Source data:
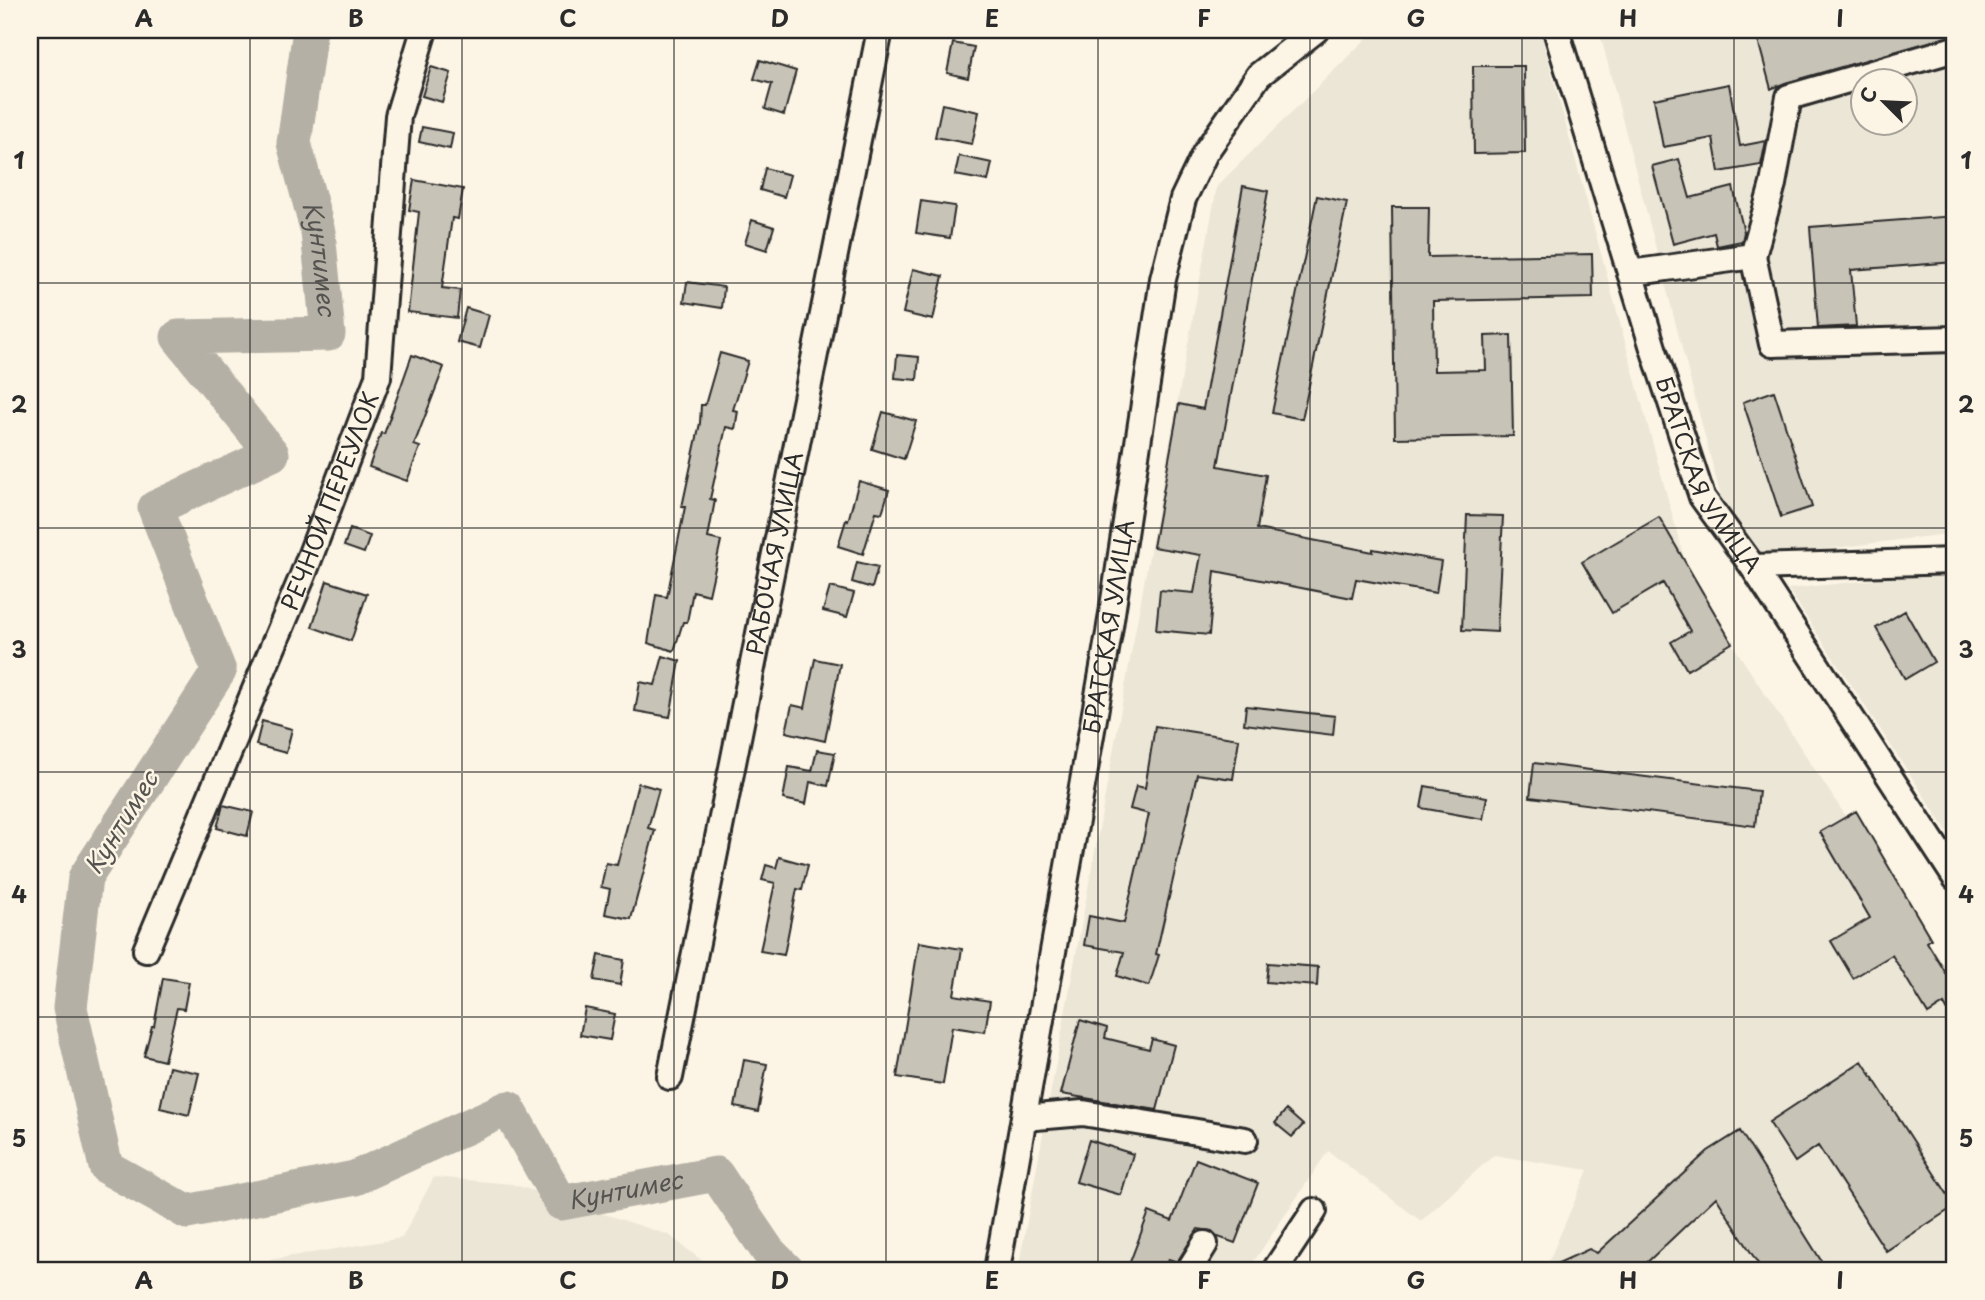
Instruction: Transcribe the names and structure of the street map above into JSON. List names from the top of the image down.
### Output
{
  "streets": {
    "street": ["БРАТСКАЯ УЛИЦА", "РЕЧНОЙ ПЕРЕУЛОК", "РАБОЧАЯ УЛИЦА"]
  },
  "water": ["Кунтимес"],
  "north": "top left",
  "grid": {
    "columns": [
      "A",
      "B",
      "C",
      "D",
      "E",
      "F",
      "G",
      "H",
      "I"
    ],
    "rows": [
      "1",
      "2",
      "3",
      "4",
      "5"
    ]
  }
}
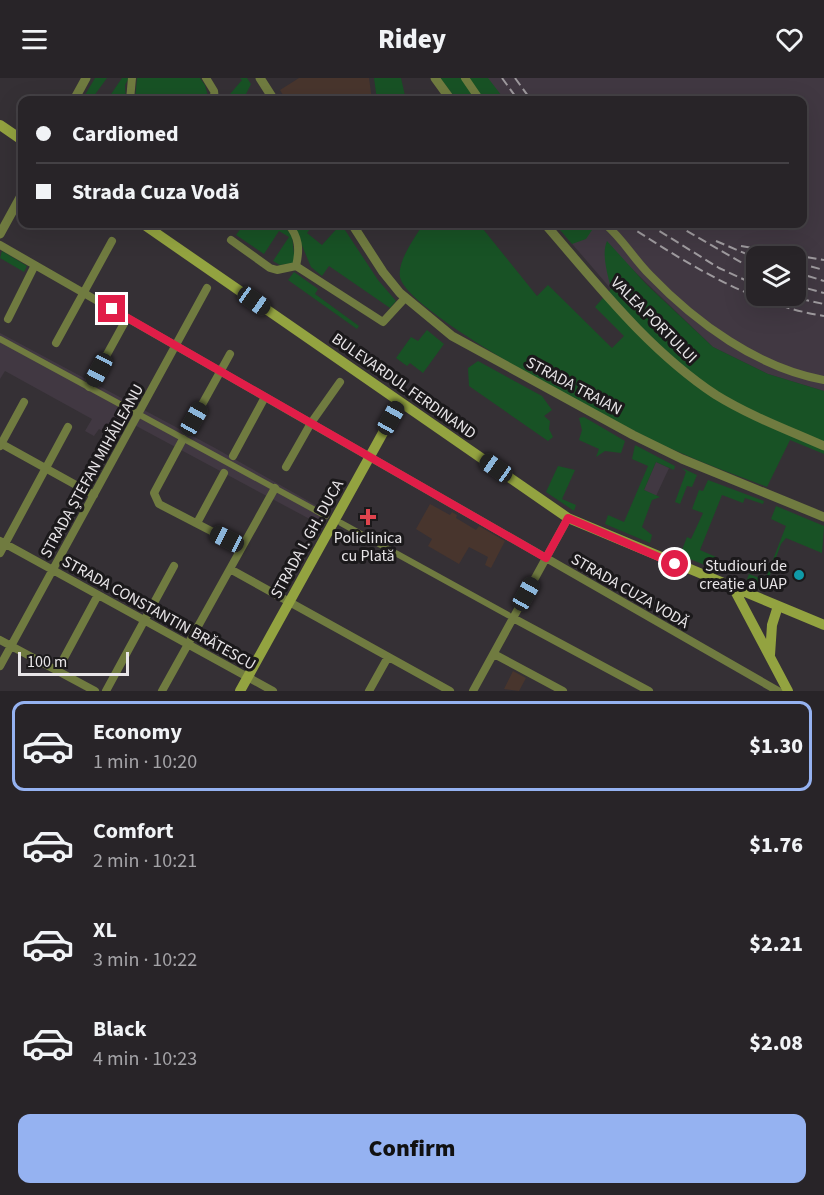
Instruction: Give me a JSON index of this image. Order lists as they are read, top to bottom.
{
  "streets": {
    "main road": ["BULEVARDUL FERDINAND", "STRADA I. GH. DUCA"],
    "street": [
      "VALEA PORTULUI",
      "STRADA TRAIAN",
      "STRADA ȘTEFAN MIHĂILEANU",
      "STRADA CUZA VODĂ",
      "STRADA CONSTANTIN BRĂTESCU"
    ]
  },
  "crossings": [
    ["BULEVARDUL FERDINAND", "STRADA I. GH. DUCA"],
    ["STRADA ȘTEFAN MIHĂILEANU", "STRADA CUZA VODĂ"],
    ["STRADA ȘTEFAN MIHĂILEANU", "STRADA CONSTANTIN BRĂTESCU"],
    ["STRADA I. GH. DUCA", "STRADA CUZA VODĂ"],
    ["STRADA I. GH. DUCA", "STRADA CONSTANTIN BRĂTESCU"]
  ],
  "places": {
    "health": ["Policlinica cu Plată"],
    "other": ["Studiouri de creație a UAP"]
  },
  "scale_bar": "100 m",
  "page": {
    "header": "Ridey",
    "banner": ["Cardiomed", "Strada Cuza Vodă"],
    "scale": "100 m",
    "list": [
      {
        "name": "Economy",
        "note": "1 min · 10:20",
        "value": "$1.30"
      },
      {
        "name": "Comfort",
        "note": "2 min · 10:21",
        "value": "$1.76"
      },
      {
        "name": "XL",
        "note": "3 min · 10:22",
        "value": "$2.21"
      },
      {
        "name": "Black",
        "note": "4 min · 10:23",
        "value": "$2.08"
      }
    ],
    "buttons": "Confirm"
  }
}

What you have to do:
Copy out the records exactly; the pictures stay behind.

Worked solution:
Instruction: Transcribe the names and structure of the street map above into JSON. List names from the top of the image down.
### Output
{
  "streets": {
    "street": ["БРАТСКАЯ УЛИЦА", "РЕЧНОЙ ПЕРЕУЛОК", "РАБОЧАЯ УЛИЦА"]
  },
  "water": ["Кунтимес"],
  "north": "top left",
  "grid": {
    "columns": [
      "A",
      "B",
      "C",
      "D",
      "E",
      "F",
      "G",
      "H",
      "I"
    ],
    "rows": [
      "1",
      "2",
      "3",
      "4",
      "5"
    ]
  }
}
Instruction: Give me a JSON index of this image. Order lists as they are read, top to bottom.
{
  "streets": {
    "main road": ["BULEVARDUL FERDINAND", "STRADA I. GH. DUCA"],
    "street": [
      "VALEA PORTULUI",
      "STRADA TRAIAN",
      "STRADA ȘTEFAN MIHĂILEANU",
      "STRADA CUZA VODĂ",
      "STRADA CONSTANTIN BRĂTESCU"
    ]
  },
  "crossings": [
    ["BULEVARDUL FERDINAND", "STRADA I. GH. DUCA"],
    ["STRADA ȘTEFAN MIHĂILEANU", "STRADA CUZA VODĂ"],
    ["STRADA ȘTEFAN MIHĂILEANU", "STRADA CONSTANTIN BRĂTESCU"],
    ["STRADA I. GH. DUCA", "STRADA CUZA VODĂ"],
    ["STRADA I. GH. DUCA", "STRADA CONSTANTIN BRĂTESCU"]
  ],
  "places": {
    "health": ["Policlinica cu Plată"],
    "other": ["Studiouri de creație a UAP"]
  },
  "scale_bar": "100 m",
  "page": {
    "header": "Ridey",
    "banner": ["Cardiomed", "Strada Cuza Vodă"],
    "scale": "100 m",
    "list": [
      {
        "name": "Economy",
        "note": "1 min · 10:20",
        "value": "$1.30"
      },
      {
        "name": "Comfort",
        "note": "2 min · 10:21",
        "value": "$1.76"
      },
      {
        "name": "XL",
        "note": "3 min · 10:22",
        "value": "$2.21"
      },
      {
        "name": "Black",
        "note": "4 min · 10:23",
        "value": "$2.08"
      }
    ],
    "buttons": "Confirm"
  }
}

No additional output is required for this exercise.